MATERIAL SHOWN:
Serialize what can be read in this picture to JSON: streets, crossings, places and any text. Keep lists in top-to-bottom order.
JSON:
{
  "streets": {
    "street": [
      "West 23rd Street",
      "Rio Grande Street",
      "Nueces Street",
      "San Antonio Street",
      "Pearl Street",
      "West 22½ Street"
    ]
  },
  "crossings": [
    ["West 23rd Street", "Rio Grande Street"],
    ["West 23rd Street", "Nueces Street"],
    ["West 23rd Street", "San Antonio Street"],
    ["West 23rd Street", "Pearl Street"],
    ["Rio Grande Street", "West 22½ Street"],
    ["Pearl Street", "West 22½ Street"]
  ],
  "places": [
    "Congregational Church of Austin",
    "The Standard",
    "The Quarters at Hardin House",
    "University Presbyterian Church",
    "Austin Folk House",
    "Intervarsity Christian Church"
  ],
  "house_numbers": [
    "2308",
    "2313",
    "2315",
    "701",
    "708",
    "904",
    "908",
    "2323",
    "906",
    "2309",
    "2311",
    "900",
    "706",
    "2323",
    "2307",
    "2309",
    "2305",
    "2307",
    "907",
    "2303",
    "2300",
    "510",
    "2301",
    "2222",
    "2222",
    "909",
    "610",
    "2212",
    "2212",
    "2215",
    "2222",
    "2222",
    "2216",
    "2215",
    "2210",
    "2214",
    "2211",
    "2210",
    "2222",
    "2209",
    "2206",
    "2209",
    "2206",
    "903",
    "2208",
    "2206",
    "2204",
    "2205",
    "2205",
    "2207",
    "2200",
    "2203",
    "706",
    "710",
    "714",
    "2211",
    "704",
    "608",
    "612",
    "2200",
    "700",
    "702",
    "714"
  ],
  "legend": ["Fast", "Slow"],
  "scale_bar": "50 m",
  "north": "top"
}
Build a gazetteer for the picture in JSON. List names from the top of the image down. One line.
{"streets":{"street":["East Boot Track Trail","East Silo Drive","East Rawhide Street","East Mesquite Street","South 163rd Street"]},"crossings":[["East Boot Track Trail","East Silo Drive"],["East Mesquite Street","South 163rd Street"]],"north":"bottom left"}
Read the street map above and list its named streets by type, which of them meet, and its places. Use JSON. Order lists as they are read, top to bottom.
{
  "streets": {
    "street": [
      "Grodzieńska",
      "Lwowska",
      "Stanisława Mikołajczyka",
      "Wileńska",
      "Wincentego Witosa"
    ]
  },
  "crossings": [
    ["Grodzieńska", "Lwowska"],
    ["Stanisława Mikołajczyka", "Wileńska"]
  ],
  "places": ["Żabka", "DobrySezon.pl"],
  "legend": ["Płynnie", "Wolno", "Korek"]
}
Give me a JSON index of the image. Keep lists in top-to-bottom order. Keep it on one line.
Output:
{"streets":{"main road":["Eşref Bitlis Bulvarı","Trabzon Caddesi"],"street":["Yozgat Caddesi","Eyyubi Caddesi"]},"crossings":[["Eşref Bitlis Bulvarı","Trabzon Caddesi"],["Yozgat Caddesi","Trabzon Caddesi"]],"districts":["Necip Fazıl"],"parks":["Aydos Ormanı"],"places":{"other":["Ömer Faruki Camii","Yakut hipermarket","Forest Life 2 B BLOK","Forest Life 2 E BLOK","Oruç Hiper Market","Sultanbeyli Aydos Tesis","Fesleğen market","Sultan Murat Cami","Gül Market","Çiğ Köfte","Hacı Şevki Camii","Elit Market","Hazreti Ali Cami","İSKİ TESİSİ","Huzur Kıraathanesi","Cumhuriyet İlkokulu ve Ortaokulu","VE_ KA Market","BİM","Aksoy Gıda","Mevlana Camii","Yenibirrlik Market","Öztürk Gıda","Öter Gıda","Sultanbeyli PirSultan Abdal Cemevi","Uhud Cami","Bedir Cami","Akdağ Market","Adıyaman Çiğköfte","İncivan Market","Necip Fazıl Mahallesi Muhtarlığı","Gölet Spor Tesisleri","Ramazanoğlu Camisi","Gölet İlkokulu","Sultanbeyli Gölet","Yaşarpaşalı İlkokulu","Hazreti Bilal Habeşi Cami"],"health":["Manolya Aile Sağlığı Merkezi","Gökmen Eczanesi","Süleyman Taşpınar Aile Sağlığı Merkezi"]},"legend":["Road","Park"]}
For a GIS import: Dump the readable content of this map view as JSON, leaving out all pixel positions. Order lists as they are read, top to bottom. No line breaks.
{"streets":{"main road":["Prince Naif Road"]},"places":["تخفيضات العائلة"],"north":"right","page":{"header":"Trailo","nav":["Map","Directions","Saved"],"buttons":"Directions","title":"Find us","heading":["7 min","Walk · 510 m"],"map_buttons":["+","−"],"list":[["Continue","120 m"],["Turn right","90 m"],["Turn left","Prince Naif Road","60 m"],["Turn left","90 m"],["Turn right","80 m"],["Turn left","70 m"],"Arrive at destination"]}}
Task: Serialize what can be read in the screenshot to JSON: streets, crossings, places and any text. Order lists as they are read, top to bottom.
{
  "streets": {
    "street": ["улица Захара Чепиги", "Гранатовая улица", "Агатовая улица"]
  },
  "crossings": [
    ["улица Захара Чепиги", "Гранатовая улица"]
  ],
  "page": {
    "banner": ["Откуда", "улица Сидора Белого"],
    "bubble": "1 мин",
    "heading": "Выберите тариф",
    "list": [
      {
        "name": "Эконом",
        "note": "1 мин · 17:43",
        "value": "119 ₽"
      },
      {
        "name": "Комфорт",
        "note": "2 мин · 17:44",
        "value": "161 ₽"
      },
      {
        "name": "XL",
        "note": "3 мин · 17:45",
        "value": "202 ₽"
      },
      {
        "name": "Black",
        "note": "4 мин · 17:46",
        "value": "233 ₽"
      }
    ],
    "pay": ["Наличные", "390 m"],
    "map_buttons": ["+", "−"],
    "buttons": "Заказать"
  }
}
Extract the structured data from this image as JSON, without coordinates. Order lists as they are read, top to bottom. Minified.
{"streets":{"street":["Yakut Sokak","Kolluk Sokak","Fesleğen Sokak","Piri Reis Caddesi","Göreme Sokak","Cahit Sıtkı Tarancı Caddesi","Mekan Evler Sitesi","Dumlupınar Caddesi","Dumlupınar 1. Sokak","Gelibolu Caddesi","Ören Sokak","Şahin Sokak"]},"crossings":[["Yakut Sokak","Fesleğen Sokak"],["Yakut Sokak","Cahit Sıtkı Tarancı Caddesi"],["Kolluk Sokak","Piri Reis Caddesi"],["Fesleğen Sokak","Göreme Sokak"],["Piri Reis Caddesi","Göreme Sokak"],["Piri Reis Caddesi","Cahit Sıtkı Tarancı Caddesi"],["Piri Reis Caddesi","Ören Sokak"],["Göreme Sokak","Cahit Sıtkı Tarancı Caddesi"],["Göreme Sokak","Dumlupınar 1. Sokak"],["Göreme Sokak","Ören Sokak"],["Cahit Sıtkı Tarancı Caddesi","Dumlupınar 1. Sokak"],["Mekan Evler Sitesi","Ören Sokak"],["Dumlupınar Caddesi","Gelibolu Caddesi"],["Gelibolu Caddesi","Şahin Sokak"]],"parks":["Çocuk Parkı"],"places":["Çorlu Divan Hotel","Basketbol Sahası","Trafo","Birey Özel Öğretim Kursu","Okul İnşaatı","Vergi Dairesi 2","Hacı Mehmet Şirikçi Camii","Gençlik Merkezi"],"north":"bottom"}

HOW TO COMPLETE THIS TASK:
The full set of entries should be copied out exactly as given.

EXERCISE RESPONSE:
Serialize what can be read in this picture to JSON: streets, crossings, places and any text. Keep lists in top-to-bottom order.
JSON:
{
  "streets": {
    "street": [
      "West 23rd Street",
      "Rio Grande Street",
      "Nueces Street",
      "San Antonio Street",
      "Pearl Street",
      "West 22½ Street"
    ]
  },
  "crossings": [
    ["West 23rd Street", "Rio Grande Street"],
    ["West 23rd Street", "Nueces Street"],
    ["West 23rd Street", "San Antonio Street"],
    ["West 23rd Street", "Pearl Street"],
    ["Rio Grande Street", "West 22½ Street"],
    ["Pearl Street", "West 22½ Street"]
  ],
  "places": [
    "Congregational Church of Austin",
    "The Standard",
    "The Quarters at Hardin House",
    "University Presbyterian Church",
    "Austin Folk House",
    "Intervarsity Christian Church"
  ],
  "house_numbers": [
    "2308",
    "2313",
    "2315",
    "701",
    "708",
    "904",
    "908",
    "2323",
    "906",
    "2309",
    "2311",
    "900",
    "706",
    "2323",
    "2307",
    "2309",
    "2305",
    "2307",
    "907",
    "2303",
    "2300",
    "510",
    "2301",
    "2222",
    "2222",
    "909",
    "610",
    "2212",
    "2212",
    "2215",
    "2222",
    "2222",
    "2216",
    "2215",
    "2210",
    "2214",
    "2211",
    "2210",
    "2222",
    "2209",
    "2206",
    "2209",
    "2206",
    "903",
    "2208",
    "2206",
    "2204",
    "2205",
    "2205",
    "2207",
    "2200",
    "2203",
    "706",
    "710",
    "714",
    "2211",
    "704",
    "608",
    "612",
    "2200",
    "700",
    "702",
    "714"
  ],
  "legend": ["Fast", "Slow"],
  "scale_bar": "50 m",
  "north": "top"
}
Build a gazetteer for the picture in JSON. List names from the top of the image down. One line.
{"streets":{"street":["East Boot Track Trail","East Silo Drive","East Rawhide Street","East Mesquite Street","South 163rd Street"]},"crossings":[["East Boot Track Trail","East Silo Drive"],["East Mesquite Street","South 163rd Street"]],"north":"bottom left"}
Read the street map above and list its named streets by type, which of them meet, and its places. Use JSON. Order lists as they are read, top to bottom.
{
  "streets": {
    "street": [
      "Grodzieńska",
      "Lwowska",
      "Stanisława Mikołajczyka",
      "Wileńska",
      "Wincentego Witosa"
    ]
  },
  "crossings": [
    ["Grodzieńska", "Lwowska"],
    ["Stanisława Mikołajczyka", "Wileńska"]
  ],
  "places": ["Żabka", "DobrySezon.pl"],
  "legend": ["Płynnie", "Wolno", "Korek"]
}
Give me a JSON index of the image. Keep lists in top-to-bottom order. Keep it on one line.
Output:
{"streets":{"main road":["Eşref Bitlis Bulvarı","Trabzon Caddesi"],"street":["Yozgat Caddesi","Eyyubi Caddesi"]},"crossings":[["Eşref Bitlis Bulvarı","Trabzon Caddesi"],["Yozgat Caddesi","Trabzon Caddesi"]],"districts":["Necip Fazıl"],"parks":["Aydos Ormanı"],"places":{"other":["Ömer Faruki Camii","Yakut hipermarket","Forest Life 2 B BLOK","Forest Life 2 E BLOK","Oruç Hiper Market","Sultanbeyli Aydos Tesis","Fesleğen market","Sultan Murat Cami","Gül Market","Çiğ Köfte","Hacı Şevki Camii","Elit Market","Hazreti Ali Cami","İSKİ TESİSİ","Huzur Kıraathanesi","Cumhuriyet İlkokulu ve Ortaokulu","VE_ KA Market","BİM","Aksoy Gıda","Mevlana Camii","Yenibirrlik Market","Öztürk Gıda","Öter Gıda","Sultanbeyli PirSultan Abdal Cemevi","Uhud Cami","Bedir Cami","Akdağ Market","Adıyaman Çiğköfte","İncivan Market","Necip Fazıl Mahallesi Muhtarlığı","Gölet Spor Tesisleri","Ramazanoğlu Camisi","Gölet İlkokulu","Sultanbeyli Gölet","Yaşarpaşalı İlkokulu","Hazreti Bilal Habeşi Cami"],"health":["Manolya Aile Sağlığı Merkezi","Gökmen Eczanesi","Süleyman Taşpınar Aile Sağlığı Merkezi"]},"legend":["Road","Park"]}
For a GIS import: Dump the readable content of this map view as JSON, leaving out all pixel positions. Order lists as they are read, top to bottom. No line breaks.
{"streets":{"main road":["Prince Naif Road"]},"places":["تخفيضات العائلة"],"north":"right","page":{"header":"Trailo","nav":["Map","Directions","Saved"],"buttons":"Directions","title":"Find us","heading":["7 min","Walk · 510 m"],"map_buttons":["+","−"],"list":[["Continue","120 m"],["Turn right","90 m"],["Turn left","Prince Naif Road","60 m"],["Turn left","90 m"],["Turn right","80 m"],["Turn left","70 m"],"Arrive at destination"]}}
Task: Serialize what can be read in the screenshot to JSON: streets, crossings, places and any text. Order lists as they are read, top to bottom.
{
  "streets": {
    "street": ["улица Захара Чепиги", "Гранатовая улица", "Агатовая улица"]
  },
  "crossings": [
    ["улица Захара Чепиги", "Гранатовая улица"]
  ],
  "page": {
    "banner": ["Откуда", "улица Сидора Белого"],
    "bubble": "1 мин",
    "heading": "Выберите тариф",
    "list": [
      {
        "name": "Эконом",
        "note": "1 мин · 17:43",
        "value": "119 ₽"
      },
      {
        "name": "Комфорт",
        "note": "2 мин · 17:44",
        "value": "161 ₽"
      },
      {
        "name": "XL",
        "note": "3 мин · 17:45",
        "value": "202 ₽"
      },
      {
        "name": "Black",
        "note": "4 мин · 17:46",
        "value": "233 ₽"
      }
    ],
    "pay": ["Наличные", "390 m"],
    "map_buttons": ["+", "−"],
    "buttons": "Заказать"
  }
}
Extract the structured data from this image as JSON, without coordinates. Order lists as they are read, top to bottom. Minified.
{"streets":{"street":["Yakut Sokak","Kolluk Sokak","Fesleğen Sokak","Piri Reis Caddesi","Göreme Sokak","Cahit Sıtkı Tarancı Caddesi","Mekan Evler Sitesi","Dumlupınar Caddesi","Dumlupınar 1. Sokak","Gelibolu Caddesi","Ören Sokak","Şahin Sokak"]},"crossings":[["Yakut Sokak","Fesleğen Sokak"],["Yakut Sokak","Cahit Sıtkı Tarancı Caddesi"],["Kolluk Sokak","Piri Reis Caddesi"],["Fesleğen Sokak","Göreme Sokak"],["Piri Reis Caddesi","Göreme Sokak"],["Piri Reis Caddesi","Cahit Sıtkı Tarancı Caddesi"],["Piri Reis Caddesi","Ören Sokak"],["Göreme Sokak","Cahit Sıtkı Tarancı Caddesi"],["Göreme Sokak","Dumlupınar 1. Sokak"],["Göreme Sokak","Ören Sokak"],["Cahit Sıtkı Tarancı Caddesi","Dumlupınar 1. Sokak"],["Mekan Evler Sitesi","Ören Sokak"],["Dumlupınar Caddesi","Gelibolu Caddesi"],["Gelibolu Caddesi","Şahin Sokak"]],"parks":["Çocuk Parkı"],"places":["Çorlu Divan Hotel","Basketbol Sahası","Trafo","Birey Özel Öğretim Kursu","Okul İnşaatı","Vergi Dairesi 2","Hacı Mehmet Şirikçi Camii","Gençlik Merkezi"],"north":"bottom"}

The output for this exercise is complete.